While developing the ATM signaling stack (this is Q.2931) it turned
out, that the netgraph notion of sending message around very rapidly
became a nightmare if you want correct error handling. The number of
states in Q.2931 (12 states) and the API node exploded to something
like 30 or 40 because of the asynchronuous nature of the communication
between stack layers and error handling. One example: To setup a
connection you invoke a SETUP request. Then you wait for something
like CALL_PROCEEDING, RELEASE_ACK or CONNECT_ACK. Unfortunately you
also want to return an error in the case something is wrong with the
request itself (no memory, bad parameters). So you add an extra
message that just ACKs that the SETUP is going to be handled by the
stack or rejected because of some error in it. With a normal function
call based interface you would just make the setup-request function
return an error code. With netgraph however you need to invent a new
message, have additional states in the consumer and the protocol. Not
to talk about error handling when you want to correctly handle errors
like not beeing able to allocate that same response message.

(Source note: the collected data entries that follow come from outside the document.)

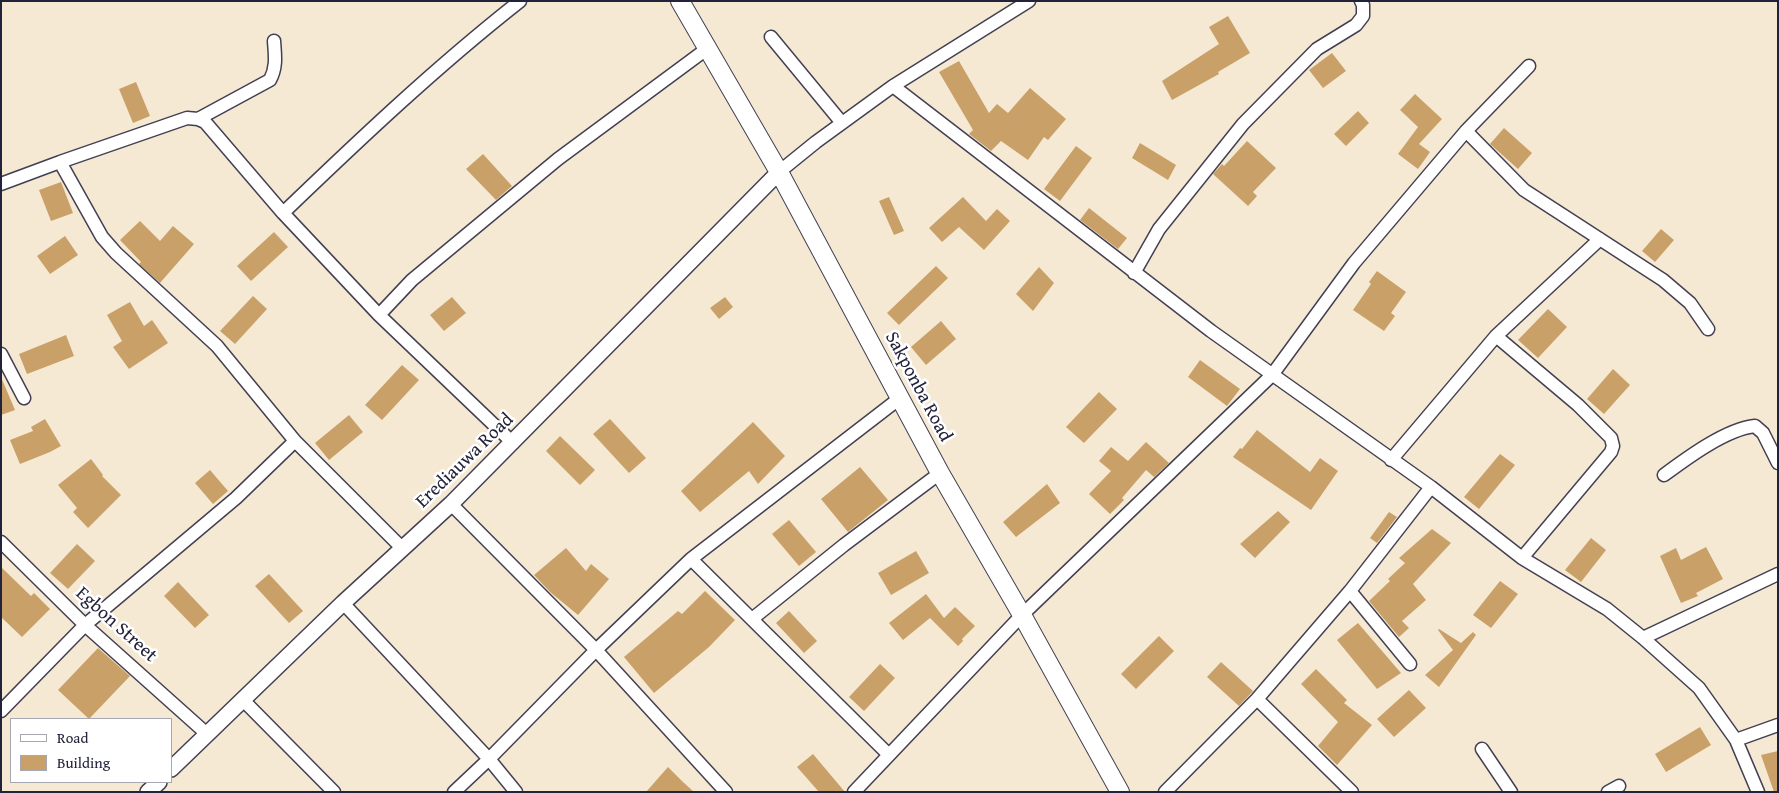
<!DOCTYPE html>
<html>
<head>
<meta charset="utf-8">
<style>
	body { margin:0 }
	#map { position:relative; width:1779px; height:793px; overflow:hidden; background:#f5e9d4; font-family:"Gentium Book Plus",serif }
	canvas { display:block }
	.frame { position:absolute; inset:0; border:2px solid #22223b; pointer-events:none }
	.legend { position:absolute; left:10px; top:718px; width:162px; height:65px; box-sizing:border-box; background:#fff; border:1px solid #a7a7b1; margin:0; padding:6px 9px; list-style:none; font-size:15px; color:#22223b }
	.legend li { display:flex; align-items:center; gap:10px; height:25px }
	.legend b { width:25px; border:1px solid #a7a7b1 }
</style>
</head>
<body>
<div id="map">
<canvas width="1779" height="793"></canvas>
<div class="frame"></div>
<ul class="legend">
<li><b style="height:6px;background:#fff"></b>Road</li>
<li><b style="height:14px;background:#caa069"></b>Building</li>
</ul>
</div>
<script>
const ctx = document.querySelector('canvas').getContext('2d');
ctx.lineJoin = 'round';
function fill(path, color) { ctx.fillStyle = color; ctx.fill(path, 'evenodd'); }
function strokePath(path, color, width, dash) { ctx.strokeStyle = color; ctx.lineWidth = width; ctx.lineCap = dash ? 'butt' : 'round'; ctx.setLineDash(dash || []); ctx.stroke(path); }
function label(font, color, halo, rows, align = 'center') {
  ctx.font = font + ' "Gentium Book Plus",serif'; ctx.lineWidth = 5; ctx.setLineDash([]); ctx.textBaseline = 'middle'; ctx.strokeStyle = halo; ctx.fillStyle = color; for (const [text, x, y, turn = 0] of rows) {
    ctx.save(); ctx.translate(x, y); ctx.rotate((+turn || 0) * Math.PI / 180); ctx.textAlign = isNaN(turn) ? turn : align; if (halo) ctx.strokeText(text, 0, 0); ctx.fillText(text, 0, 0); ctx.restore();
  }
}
fill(new Path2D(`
	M1228,16L1250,53L1218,72L1219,74L1172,100L1162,81L1219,44L1209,27Z
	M1332,53L1346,71L1323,88L1309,70Z
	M959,61L989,113L997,104L1008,113L1030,88L1066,119L1048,140L1044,137L1028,160L1001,141L991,151L969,134L973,130L939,72Z
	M136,82L150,116L133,123L119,89Z
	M1415,94L1442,119L1419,144L1430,152L1418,169L1398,154L1418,127L1400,110Z
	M1358,111L1369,123L1346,146L1334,134Z
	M1504,128L1532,153L1518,169L1490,144Z
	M1247,141L1276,168L1253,192L1257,196L1248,206L1213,174L1222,164L1224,166Z
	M1140,143L1176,165L1168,180L1132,158Z
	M1076,146L1092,158L1060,201L1044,189Z
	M483,154L512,186L496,200L466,169Z
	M61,182L73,213L51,221L39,190Z
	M889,197L904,231L894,235L879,201Z
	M963,197L986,221L997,209L1010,221L984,250L959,227L942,242L929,228Z
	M1089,208L1127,238L1118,249L1080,220Z
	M140,221L160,241L173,226L194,244L160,283L139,264L141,262L120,240Z
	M1661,229L1674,240L1655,262L1642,251Z
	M274,232L288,247L251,281L237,266Z
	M65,236L78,255L50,274L37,256Z
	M936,266L948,278L899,325L887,313Z
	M1039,267L1054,283L1033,311L1016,294Z
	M1377,271L1406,292L1391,313L1395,316L1384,331L1353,310L1371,284L1369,282Z
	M253,296L267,309L235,344L220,331Z
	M452,297L466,313L444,331L430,315Z
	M725,297L733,307L719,319L710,308Z
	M130,302L144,326L152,320L168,343L129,369L113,347L122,341L107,315Z
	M1548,309L1567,327L1538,358L1518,340Z
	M941,321L956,339L926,365L911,347Z
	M66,335L74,356L27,374L19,354Z
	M1200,360L1240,389L1227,406L1188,377Z
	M402,365L419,380L382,420L365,405Z
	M1613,369L1630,385L1604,414L1587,399Z
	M1,377L15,410L1,415Z
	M1099,392L1117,409L1084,443L1066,427Z
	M349,415L363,432L329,460L315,443Z
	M45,419L61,446L50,452L20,464L10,440L33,431L31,427Z
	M610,419L646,458L629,473L593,434Z
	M753,422L785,456L758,484L749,471L700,512L681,491Z
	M1257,430L1310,472L1320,458L1338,471L1311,510L1233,457L1240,448L1242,449Z
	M560,436L595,470L580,485L546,451Z
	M1146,442L1169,463L1154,477L1146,470L1122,498L1124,500L1110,514L1089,494L1111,471L1099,461L1111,447L1128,461Z
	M1500,454L1515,465L1479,509L1464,497Z
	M91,459L103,475L102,476L121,495L88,528L73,512L77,508L58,485Z
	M860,467L888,500L848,532L821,499Z
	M210,470L228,491L213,504L195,483Z
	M1047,484L1060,503L1016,537L1003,522Z
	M1278,511L1290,522L1255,558L1240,544Z
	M1389,512L1397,517L1377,543L1370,538Z
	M789,520L816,552L799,566L772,534Z
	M1432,529L1451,543L1413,584L1426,600L1402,621L1409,628L1399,637L1369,601L1390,581L1388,579L1405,563L1399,558Z
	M1591,538L1606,550L1581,582L1565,570Z
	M77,544L95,561L68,589L50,573Z
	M1706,547L1723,579L1696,593L1698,596L1681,603L1660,556L1676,548L1681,560Z
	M566,548L586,571L591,564L609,579L578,615L550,592L534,575Z
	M916,551L929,573L891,595L878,573Z
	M1,567L31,596L34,593L50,609L22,637L1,617Z
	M269,574L303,611L289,623L255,586Z
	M1500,581L1518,594L1491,628L1473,615Z
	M178,582L209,615L195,628L164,596Z
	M705,591L735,620L709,647L654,693L624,657L678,611L682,614Z
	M926,594L944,618L955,607L975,626L962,639L963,641L958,646L930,618L903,640L889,623Z
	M789,611L817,641L804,653L776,623Z
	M1358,623L1401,673L1377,689L1337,640Z
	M1439,629L1461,643L1473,632L1476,635L1439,687L1425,675L1453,650L1438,630Z
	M1159,636L1174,651L1136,689L1121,674Z
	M98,648L130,676L89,719L58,690Z
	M1221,662L1253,691L1239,706L1207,677Z
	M880,664L895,678L864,711L849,697Z
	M1316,669L1347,700L1344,703L1372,725L1337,765L1318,746L1338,722L1301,684Z
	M1409,690L1426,708L1394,737L1377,719Z
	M1700,727L1711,745L1666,772L1655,754Z
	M1778,751V792H1774L1761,755Z
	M813,754L845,792H819L797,767Z
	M668,767L683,782L694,792H646Z`), '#caa069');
const minor = new Path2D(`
	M771,37L842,123
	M893,86L1029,1
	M198,119L270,80C277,67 275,55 274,41
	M1466,131L1524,190L1663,280L1690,303L1708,329
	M60,162L102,237L116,253L217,346L295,441L403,549
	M779,172L816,142L893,86L1211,331L1431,487L1522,558L1607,609L1643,638L1699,688L1736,740L1758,792
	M1,184L60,162L187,118L198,119L205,122L283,213L379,315L513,443
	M283,213C359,140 436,67 520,1
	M1134,273L1159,229L1243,124L1317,49L1356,25L1363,16V5L1361,1
	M379,315L412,280L558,159L708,48
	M1496,336L1578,405L1611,438L1613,446L1611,452L1522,558
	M1,354L24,398
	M1391,460L1496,336L1600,239
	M1664,475C1687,458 1726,429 1755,426L1763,433L1778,463
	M451,504L596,650L726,792
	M1,542L85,625L207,734
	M691,559L889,755
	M1350,591L1410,664
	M343,603L489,759L516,792
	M752,619L844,545L940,473
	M1643,638L1778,574
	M1257,699L1352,792
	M243,700L334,792
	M1,711L85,625L236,498L295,441
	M1736,740L1778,725
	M1482,749L1511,792
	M454,792L489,759L596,650L691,559L900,398
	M854,792L1022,615L1272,375L1354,263L1466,131L1529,66
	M1165,792L1257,699L1350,591L1431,487
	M1608,792L1619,786`);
const tertiary = new Path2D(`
	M171,769L343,603L451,504L779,172
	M148,792L159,782`);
const secondary = new Path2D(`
	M680,1L779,172L940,473L1022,615L1120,792`);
strokePath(minor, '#424052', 15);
strokePath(tertiary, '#424052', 18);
strokePath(secondary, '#424052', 20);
strokePath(minor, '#fff', 12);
strokePath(tertiary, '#fff', 15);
strokePath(secondary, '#fff', 18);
label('19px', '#22223b', '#fff', [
	["Sakponba Road",918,387,62],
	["Erediauwa Road",465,461,-44],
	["Egbon Street",116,625,42]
]);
</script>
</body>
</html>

Netgraph is very nice for data-flow oriented stuff. It is not so
useful to stack complicated protocol layers. If I'd write the
signaling stack from scratch, I'd probably collaps all the signalling
into a single netgraph node with a socket interface on the upper end.
But then one may as well just implement that as a 'normal' protocol,
probably...
While I'm very flattered that people have used netgraph for things
such as these, and happy to see that it works, keep in mind that
Netgraph was in fact written as a way to do "pluggable link level
switching", and not really to implement whole protocol stacks.
A secondary design goal was to allow to do rapid prototyping of
protocols and stream transforming modules.
The framework has however been used sometimes as just a way to
configure, load and control modules that don't actually use the
network side of netgraph at all. (e.g. ng_fec) and its ability to
export a stream to userland for extra processing has been useful
to some people.
I'm not saying that you were wrong to use netgraph, just explaining
for the record why it acts the way it does.
Having said that, nothing is static. I and others who work with
Netgraph are very open to any suggestions that make it more
useful. Whether that includes new control mechanisms and feedback
schemes, or what-ever, don't feel shy about asking us about the
possibility of enhancing it.
Yes. I didn't want to say that netgraph is bad - it was just not my best
idea to use it for a signaling stack. Indeed, it is excellent if you
use it right. The SSCOP protocol, which is the transport protocol used
for ATM signalling is something like TCP - 3-way handshake, SACKs, flow
control, ... all that stuff. This fits nicely into the scheme - you can
push that on another node, for example, a raw ATM/AAL5 connection and
get reliable data transfer. Just implementing several complex state
machines one on top of the other does not work so good. At the end
STREAMS suffers from the same problem. There is a reason that Sun merged
IP and TCP into a single module in Solaris 2.4 or 2.5.
So really - netgraph is an excellent piece of work.